DATA SUPPLIED:
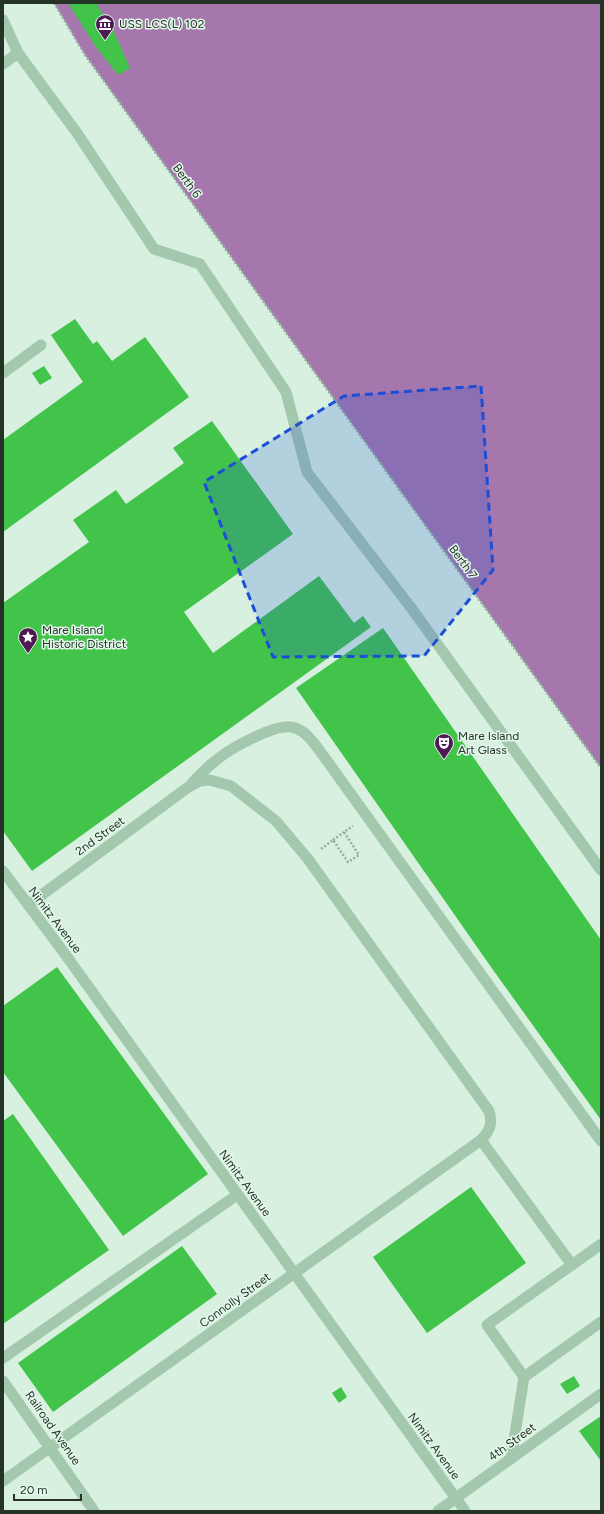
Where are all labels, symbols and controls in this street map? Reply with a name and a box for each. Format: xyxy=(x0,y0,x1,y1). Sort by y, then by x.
museum icon: USS LCS(L) 102 xyxy=(94,13,116,41)
place label: USS LCS(L) 102 xyxy=(119,17,204,31)
street label: Berth 6 xyxy=(170,161,204,201)
street label: Berth 7 xyxy=(446,542,480,582)
place label: Mare Island Historic District xyxy=(42,623,127,651)
place icon: Mare Island Historic District xyxy=(17,626,39,654)
place label: Mare Island Art Glass xyxy=(458,729,519,757)
theatre icon: Mare Island Art Glass xyxy=(433,732,455,760)
street label: 2nd Street xyxy=(73,813,128,858)
street label: Nimitz Avenue xyxy=(26,884,85,956)
street label: Nimitz Avenue xyxy=(216,1147,274,1219)
street label: Connolly Street xyxy=(197,1269,274,1330)
street label: Railroad Avenue xyxy=(22,1388,84,1468)
street label: Nimitz Avenue xyxy=(405,1410,463,1482)
street label: 4th Street xyxy=(486,1420,539,1464)
scale bar xyxy=(14,1476,81,1502)
text: 20 m xyxy=(20,1483,48,1497)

AIM OF THE TASK: Copy out all of the entries exactly as they stand, with no pictures in your copy.

TASK RESULT:
Where are all labels, symbols and controls in this street map? Reply with a name and a box for each. Format: xyxy=(x0,y0,x1,y1). Sort by y, then by x.
museum icon: USS LCS(L) 102 xyxy=(94,13,116,41)
place label: USS LCS(L) 102 xyxy=(119,17,204,31)
street label: Berth 6 xyxy=(170,161,204,201)
street label: Berth 7 xyxy=(446,542,480,582)
place label: Mare Island Historic District xyxy=(42,623,127,651)
place icon: Mare Island Historic District xyxy=(17,626,39,654)
place label: Mare Island Art Glass xyxy=(458,729,519,757)
theatre icon: Mare Island Art Glass xyxy=(433,732,455,760)
street label: 2nd Street xyxy=(73,813,128,858)
street label: Nimitz Avenue xyxy=(26,884,85,956)
street label: Nimitz Avenue xyxy=(216,1147,274,1219)
street label: Connolly Street xyxy=(197,1269,274,1330)
street label: Railroad Avenue xyxy=(22,1388,84,1468)
street label: Nimitz Avenue xyxy=(405,1410,463,1482)
street label: 4th Street xyxy=(486,1420,539,1464)
scale bar xyxy=(14,1476,81,1502)
text: 20 m xyxy=(20,1483,48,1497)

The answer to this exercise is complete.